By the same token Halverson has no doubt sustained severe emotional distress which might have cost him his marriage hut for the grace of his wife.

RPC 1.4(b) provides: “A lawyer shall explain a matter to the extent reasonably necessary to permit the client to make informed decisions regarding the representation.”

RPC 2.1 provides:

In representing a client, a lawyer shall exercise independent professional judgment and render candid advice. In rendering advice, a lawyer may refer not only to law but to other considerations such as moral, economic, social and political factors, that may be relevant to the client’s situation.

I would hardly impose a professional duty upon an attorney to tell an adult mother that intercourse may result in conception.

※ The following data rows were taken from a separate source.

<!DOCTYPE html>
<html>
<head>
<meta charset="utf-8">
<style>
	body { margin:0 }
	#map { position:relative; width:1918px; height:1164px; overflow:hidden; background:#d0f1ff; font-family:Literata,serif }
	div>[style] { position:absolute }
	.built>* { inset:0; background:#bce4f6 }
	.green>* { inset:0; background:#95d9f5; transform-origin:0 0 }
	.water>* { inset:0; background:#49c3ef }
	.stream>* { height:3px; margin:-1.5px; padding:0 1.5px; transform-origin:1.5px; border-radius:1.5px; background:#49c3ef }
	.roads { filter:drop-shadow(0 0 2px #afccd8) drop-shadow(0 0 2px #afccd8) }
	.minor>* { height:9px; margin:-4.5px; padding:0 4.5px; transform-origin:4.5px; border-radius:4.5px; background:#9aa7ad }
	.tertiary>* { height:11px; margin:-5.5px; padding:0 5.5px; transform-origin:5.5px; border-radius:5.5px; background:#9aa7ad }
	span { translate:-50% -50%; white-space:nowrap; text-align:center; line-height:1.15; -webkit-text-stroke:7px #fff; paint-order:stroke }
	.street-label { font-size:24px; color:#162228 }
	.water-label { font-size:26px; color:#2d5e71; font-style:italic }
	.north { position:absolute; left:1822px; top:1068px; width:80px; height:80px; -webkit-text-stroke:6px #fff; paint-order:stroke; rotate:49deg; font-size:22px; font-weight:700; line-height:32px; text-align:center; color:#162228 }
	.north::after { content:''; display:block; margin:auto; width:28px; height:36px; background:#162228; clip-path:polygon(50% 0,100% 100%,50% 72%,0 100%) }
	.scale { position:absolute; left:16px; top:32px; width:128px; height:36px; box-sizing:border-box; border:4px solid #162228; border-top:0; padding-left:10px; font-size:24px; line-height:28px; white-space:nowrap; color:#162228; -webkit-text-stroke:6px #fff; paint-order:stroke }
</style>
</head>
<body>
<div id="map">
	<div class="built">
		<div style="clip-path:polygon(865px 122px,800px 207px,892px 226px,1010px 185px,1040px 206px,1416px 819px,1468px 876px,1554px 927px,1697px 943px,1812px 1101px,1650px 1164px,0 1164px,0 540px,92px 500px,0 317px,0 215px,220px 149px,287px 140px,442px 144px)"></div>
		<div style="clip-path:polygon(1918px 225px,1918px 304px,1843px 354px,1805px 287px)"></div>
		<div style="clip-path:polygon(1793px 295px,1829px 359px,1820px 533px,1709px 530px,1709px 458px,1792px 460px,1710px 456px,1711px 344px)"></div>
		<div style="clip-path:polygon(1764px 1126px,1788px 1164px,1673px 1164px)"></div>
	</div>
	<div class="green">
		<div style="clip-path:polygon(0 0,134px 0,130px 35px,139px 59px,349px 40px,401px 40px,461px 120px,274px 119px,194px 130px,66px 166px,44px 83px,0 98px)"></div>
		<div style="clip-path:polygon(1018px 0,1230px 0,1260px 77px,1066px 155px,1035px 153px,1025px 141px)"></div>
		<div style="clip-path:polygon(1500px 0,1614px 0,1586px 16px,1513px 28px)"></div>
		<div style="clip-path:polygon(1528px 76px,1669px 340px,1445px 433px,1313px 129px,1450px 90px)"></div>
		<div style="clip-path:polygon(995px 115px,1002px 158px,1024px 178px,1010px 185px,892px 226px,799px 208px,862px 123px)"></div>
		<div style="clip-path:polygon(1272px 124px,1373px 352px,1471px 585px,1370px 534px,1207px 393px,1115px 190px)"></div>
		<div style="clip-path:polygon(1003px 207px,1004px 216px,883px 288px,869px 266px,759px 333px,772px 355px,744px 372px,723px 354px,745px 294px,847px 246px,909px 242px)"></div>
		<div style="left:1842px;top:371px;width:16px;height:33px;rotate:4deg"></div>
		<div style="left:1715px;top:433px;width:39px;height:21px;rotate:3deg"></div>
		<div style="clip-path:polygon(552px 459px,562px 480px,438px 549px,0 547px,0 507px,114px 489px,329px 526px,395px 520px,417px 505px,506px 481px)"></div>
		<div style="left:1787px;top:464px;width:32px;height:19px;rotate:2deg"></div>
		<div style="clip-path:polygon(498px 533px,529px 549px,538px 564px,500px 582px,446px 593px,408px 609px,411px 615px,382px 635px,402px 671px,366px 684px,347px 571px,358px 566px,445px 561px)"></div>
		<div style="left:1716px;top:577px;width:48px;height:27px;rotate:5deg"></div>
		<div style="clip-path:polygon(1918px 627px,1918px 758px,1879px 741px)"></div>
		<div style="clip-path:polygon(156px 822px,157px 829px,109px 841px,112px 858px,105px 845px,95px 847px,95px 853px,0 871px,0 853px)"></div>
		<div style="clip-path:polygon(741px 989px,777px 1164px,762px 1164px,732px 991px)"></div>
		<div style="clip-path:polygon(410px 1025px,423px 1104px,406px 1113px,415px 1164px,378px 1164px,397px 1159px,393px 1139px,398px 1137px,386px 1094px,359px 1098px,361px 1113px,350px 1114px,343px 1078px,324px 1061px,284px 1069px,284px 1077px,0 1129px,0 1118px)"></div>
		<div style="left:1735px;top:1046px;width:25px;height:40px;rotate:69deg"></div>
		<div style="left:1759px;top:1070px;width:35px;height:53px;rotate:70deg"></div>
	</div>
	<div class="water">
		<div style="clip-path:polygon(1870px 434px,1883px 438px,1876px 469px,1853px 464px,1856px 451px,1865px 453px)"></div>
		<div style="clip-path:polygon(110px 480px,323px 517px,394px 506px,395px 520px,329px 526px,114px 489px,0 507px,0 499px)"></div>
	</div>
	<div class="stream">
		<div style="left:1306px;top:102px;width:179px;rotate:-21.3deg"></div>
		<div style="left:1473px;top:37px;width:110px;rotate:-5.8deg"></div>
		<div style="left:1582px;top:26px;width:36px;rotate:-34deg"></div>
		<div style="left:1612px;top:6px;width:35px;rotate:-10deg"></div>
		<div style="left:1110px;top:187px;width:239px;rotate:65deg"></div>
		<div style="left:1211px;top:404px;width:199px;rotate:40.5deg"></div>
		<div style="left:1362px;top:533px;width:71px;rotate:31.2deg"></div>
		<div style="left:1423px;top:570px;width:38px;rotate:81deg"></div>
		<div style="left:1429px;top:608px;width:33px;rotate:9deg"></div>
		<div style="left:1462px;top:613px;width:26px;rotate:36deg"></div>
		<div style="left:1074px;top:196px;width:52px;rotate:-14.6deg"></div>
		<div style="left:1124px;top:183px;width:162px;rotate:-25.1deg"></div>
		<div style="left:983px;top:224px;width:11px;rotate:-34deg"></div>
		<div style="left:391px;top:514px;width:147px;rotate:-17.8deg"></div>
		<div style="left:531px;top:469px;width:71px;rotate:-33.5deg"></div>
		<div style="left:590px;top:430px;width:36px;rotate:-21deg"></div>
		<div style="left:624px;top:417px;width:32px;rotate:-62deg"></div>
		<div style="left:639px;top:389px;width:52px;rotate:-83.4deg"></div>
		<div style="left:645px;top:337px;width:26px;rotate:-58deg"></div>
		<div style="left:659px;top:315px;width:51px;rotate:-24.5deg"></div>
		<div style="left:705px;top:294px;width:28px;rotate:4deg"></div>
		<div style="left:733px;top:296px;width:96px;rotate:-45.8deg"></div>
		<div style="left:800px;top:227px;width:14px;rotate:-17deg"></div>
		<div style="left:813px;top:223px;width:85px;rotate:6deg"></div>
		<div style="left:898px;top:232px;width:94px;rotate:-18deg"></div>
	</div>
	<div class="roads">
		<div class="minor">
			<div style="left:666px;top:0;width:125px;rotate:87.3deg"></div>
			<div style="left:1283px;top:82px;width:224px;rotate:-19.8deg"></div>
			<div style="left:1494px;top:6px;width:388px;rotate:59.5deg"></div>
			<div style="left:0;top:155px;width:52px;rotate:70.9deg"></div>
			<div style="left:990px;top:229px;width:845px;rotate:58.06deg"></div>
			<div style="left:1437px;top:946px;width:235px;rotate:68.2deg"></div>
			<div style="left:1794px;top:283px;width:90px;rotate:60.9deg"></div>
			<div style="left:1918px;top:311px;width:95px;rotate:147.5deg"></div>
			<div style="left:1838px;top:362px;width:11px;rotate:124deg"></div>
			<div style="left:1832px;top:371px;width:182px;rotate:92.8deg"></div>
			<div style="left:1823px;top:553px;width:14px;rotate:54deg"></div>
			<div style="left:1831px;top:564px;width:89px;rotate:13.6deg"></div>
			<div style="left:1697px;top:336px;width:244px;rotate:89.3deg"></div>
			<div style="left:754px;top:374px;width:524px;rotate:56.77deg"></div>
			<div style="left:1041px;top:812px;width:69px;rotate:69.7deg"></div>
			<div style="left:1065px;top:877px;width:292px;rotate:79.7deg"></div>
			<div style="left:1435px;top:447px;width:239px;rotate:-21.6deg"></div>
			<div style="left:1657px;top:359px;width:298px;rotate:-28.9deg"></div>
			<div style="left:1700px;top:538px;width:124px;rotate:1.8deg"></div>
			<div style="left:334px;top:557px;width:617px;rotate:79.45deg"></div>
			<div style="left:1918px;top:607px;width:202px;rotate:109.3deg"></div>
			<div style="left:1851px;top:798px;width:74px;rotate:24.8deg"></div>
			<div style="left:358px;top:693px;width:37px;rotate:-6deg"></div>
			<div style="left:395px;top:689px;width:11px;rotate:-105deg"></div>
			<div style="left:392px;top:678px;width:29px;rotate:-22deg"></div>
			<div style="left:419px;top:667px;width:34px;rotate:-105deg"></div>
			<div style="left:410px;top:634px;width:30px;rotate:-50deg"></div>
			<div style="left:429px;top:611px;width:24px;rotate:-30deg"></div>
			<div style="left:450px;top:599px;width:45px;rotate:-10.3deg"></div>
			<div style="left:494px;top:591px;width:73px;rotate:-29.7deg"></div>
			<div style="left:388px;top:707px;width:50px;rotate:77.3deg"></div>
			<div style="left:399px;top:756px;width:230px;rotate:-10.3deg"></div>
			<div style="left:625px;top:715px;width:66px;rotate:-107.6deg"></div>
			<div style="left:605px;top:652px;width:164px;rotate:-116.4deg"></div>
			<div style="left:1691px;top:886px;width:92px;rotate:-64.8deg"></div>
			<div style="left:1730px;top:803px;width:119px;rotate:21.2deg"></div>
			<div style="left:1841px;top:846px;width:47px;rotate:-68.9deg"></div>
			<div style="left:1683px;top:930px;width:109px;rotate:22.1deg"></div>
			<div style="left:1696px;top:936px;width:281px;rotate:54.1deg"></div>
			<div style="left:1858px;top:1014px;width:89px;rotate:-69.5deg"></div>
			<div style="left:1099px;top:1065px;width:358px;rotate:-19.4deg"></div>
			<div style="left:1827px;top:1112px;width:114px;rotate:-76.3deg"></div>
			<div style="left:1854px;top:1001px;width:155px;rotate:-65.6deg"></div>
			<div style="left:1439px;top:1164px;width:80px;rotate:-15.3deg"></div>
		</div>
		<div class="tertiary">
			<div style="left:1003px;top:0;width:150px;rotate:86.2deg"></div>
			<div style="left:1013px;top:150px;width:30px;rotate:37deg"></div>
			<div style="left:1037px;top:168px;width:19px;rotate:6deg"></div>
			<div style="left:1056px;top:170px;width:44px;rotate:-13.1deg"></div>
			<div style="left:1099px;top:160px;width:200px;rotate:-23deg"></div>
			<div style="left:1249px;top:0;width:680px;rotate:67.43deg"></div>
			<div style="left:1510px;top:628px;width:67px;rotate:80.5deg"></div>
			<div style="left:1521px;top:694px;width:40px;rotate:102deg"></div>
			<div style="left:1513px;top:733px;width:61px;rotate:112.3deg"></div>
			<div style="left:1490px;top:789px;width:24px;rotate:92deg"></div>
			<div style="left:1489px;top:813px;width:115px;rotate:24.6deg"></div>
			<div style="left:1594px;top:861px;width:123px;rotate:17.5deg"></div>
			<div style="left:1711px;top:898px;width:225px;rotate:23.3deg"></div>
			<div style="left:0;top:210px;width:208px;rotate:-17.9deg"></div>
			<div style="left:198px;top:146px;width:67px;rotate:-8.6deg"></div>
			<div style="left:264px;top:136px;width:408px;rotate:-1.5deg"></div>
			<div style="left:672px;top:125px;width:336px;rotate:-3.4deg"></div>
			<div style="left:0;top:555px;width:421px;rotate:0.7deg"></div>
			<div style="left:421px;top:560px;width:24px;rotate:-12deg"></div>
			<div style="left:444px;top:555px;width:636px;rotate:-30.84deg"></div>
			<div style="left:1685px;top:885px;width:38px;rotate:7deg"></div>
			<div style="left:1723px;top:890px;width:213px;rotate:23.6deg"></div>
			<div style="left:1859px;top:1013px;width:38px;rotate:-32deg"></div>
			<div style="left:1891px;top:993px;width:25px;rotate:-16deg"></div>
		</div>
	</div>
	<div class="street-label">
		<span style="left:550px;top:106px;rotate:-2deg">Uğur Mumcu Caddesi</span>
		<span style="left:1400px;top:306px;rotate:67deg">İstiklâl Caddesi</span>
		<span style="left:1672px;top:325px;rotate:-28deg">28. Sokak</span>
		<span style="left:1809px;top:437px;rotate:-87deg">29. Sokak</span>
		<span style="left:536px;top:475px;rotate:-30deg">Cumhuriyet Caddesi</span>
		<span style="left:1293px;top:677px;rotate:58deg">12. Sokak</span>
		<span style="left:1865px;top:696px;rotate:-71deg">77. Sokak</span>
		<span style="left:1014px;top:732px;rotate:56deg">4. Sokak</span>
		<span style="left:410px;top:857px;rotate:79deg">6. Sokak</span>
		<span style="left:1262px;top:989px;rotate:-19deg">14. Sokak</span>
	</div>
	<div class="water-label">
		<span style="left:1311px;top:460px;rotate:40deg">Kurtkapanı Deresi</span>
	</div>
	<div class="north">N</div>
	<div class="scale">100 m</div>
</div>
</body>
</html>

In doubling the Board’s recommended sanction, the majority finds relevant that Halverson’s personal conduct contradicted his published professional advice and considered his “status in the legal community” of particular importance. Majority at 499. The practical result of the majority’s logic is that lawyers may now be sanctioned for personal conduct falling below their own personal standards, although not necessarily below the standards for professional discipline set by this court by rule. Further, attaching relevance to a lawyer’s status punishes lawyers for becoming active in the legal community and encourages the Bar to target “high profile” attorneys for discipline to make an example of those who have risen to the top of their profession through exemplary service to their clients. If anything, these factors should be considered in mitigation of a sanction, not aggravation.